Amyloid aggregation may be a feature, not a bug, of the protein’s function. A bug-catching feature.
Researchers advanced the idea that amyloid aggregates may be a purposeful innate immune response to entrap microbes that have breached the blood-brain barrier, with such breaches increasing as the barrier gets leaky with age.
Aggregates of beta-amyloid are an early harbinger of trouble in the brains of Alzheimer’s disease patients. The general assumption has been that their aggregation is a malfunction that results from faulty processing of amyloid precursor processing.
“The data suggest that amyloid is not just junk in the brain,” co-corresponding author Rudolph Tanzi told BioWorld Today. And it may explain why, though Alzheimer’s disease is not, amyloid plaques are a universal feature of brains in individuals over the age of 40.
Tanzi is director of the Massachusetts General Hospital’s MIND Genetics and Aging unit.
Despite the blood-brain barrier’s efforts to keep them out, microbes – including yeast, chlamydia, spirochetes and herpes – manage to infect the brain, as they do every other organ.
Tanzi, co-corresponding author Robert Moir and their team first started to wonder whether plaques might have an immune function when they noted structural similarities between beta-amyloid and other antimicrobial peptides, and had previously published in vitro data supporting the idea that beta-amyloid had a role in innate immunity.
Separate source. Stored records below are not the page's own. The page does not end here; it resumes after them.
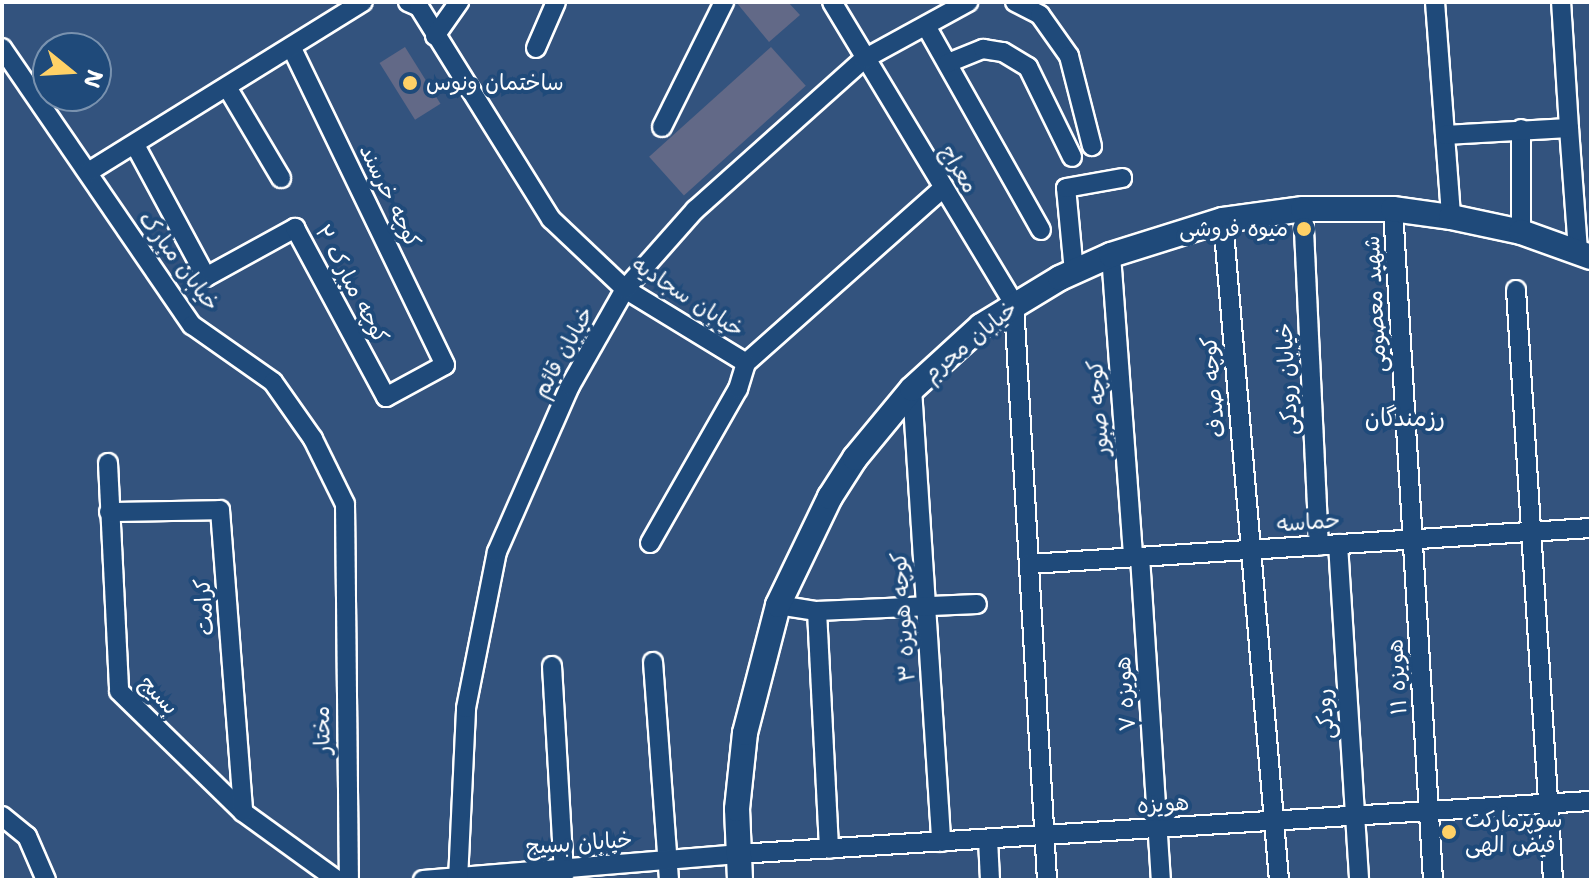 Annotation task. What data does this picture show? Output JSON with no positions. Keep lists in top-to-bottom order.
{
  "streets": {
    "street": [
      "معراج",
      "کوچه خرسند",
      "خیابان مبارک",
      "کوچه مبارک ۲",
      "خیابان سجادیه",
      "شهید معصومی",
      "خیابان محرم",
      "خیابان قائم",
      "خیابان رودکی",
      "کوچه صدف",
      "کوچه صبور",
      "حماسه",
      "کرامت",
      "کوچه هویزه ۳",
      "هویزه ۱۱",
      "هویزه ۷",
      "بسیج",
      "رودکی",
      "مختار",
      "هویزه",
      "خیابان بسیج"
    ]
  },
  "crossings": [
    ["معراج", "خیابان محرم"],
    ["معراج", "خیابان قائم"],
    ["کوچه خرسند", "کوچه مبارک ۲"],
    ["خیابان مبارک", "مختار"],
    ["خیابان سجادیه", "خیابان قائم"],
    ["شهید معصومی", "خیابان محرم"],
    ["شهید معصومی", "حماسه"],
    ["شهید معصومی", "هویزه ۱۱"],
    ["خیابان محرم", "خیابان رودکی"],
    ["خیابان محرم", "کوچه صدف"],
    ["خیابان محرم", "کوچه صبور"],
    ["خیابان محرم", "کوچه هویزه ۳"],
    ["خیابان محرم", "هویزه"],
    ["خیابان محرم", "خیابان بسیج"],
    ["خیابان قائم", "خیابان بسیج"],
    ["خیابان رودکی", "حماسه"],
    ["خیابان رودکی", "رودکی"],
    ["کوچه صدف", "حماسه"],
    ["کوچه صدف", "هویزه"],
    ["کوچه صبور", "حماسه"],
    ["کوچه صبور", "هویزه ۷"],
    ["حماسه", "هویزه ۱۱"],
    ["حماسه", "هویزه ۷"],
    ["حماسه", "رودکی"],
    ["کرامت", "بسیج"],
    ["کوچه هویزه ۳", "هویزه"],
    ["هویزه ۱۱", "هویزه"],
    ["هویزه ۷", "هویزه"],
    ["رودکی", "هویزه"],
    ["هویزه", "خیابان بسیج"]
  ],
  "districts": ["رزمندگان"],
  "places": ["ساختمان ونوس", "میوه فروشی", "سوپرمارکت فیض الهی"],
  "north": "right"
}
In their current experiments, published in the May 27, 2016, issue of Science, the team showed that high levels of amyloid beta protected mice against brain infections with the bacterium Salmonella typhimurium, and transgenic roundworms expressing amyloid beta were less susceptible to fungal infections.
Cell culture experiments showed that to have a protective effect, it was necessary for amyloid beta to aggregate.
The team was also struck by how rapidly the plaques formed in response to infection. Although some studies have suggested that amyloids can form very quickly, current dogma holds that by the time there are overt signs of brain dysfunction, amyloids have been accumulating for decades. (See BioWorld Today, Feb. 7, 2008.)
But “we saw amyloid precipitate overnight,” Tanzi said. And “you don’t need that many microbes to get in” to see an effect on plaque load.
In recent years, neuro-immune interactions and their contribution to both mental health and neurodegeneration have commanded an increasing amount of attention. (See BioWorld Today, Feb. 4, 2011, Feb. 6, 2015, and Jan. 22, 2016.)
Tanzi said his team’s work “fits nicely” with recent work showing that declining adaptive immunity may also play a role in the development of cognitive dysfunction, and that treating Alzheimer’s mice with PD-1 inhibitors, which were originally developed to unleash antitumor immune responses, improved cognitive performance in mouse models of dementia. (See BioWorld Today, Jan. 22, 2016.)
If Tanzi and his team are right, then one effect stimulating the adaptive immune system by way of PD-1 inhibition may be that it enables the adaptive immune response to fight brain infections, obviating some of the need for amyloid cages.
He said that it was “no surprise,” however, that general anti-inflammatories have been unsuccessful at slowing down cognitive decline. The best innate immune targets, in his opinion, are CD33, which controls microglial activation, and the microglial receptor TREM2.
Therapeutically, the work suggests that protecting the brain from the infections the plaques are fighting could slow down the onset of disease. Late-onset Alzheimer’s, which accounts for most cases, occurs in individuals over the age of 65. The average life expectancy of the U.S. population is just shy of 79 years – a bit higher for females, a bit lower for males – so pushing the disease onset back by even a few years would make an enormous difference to the overall incidence.
The Alzheimer’s fund, which supported the work now published in Science Translational Medicine, is planning to fund a brain microbiome initiative to gain a comprehensive understanding of the microbes that infect the human brain. In the long run, Tanzi said, those studies could inform prevention strategies for the disease.
“Maybe we can find the common offenders,” he said, “and possibly immunize against them.”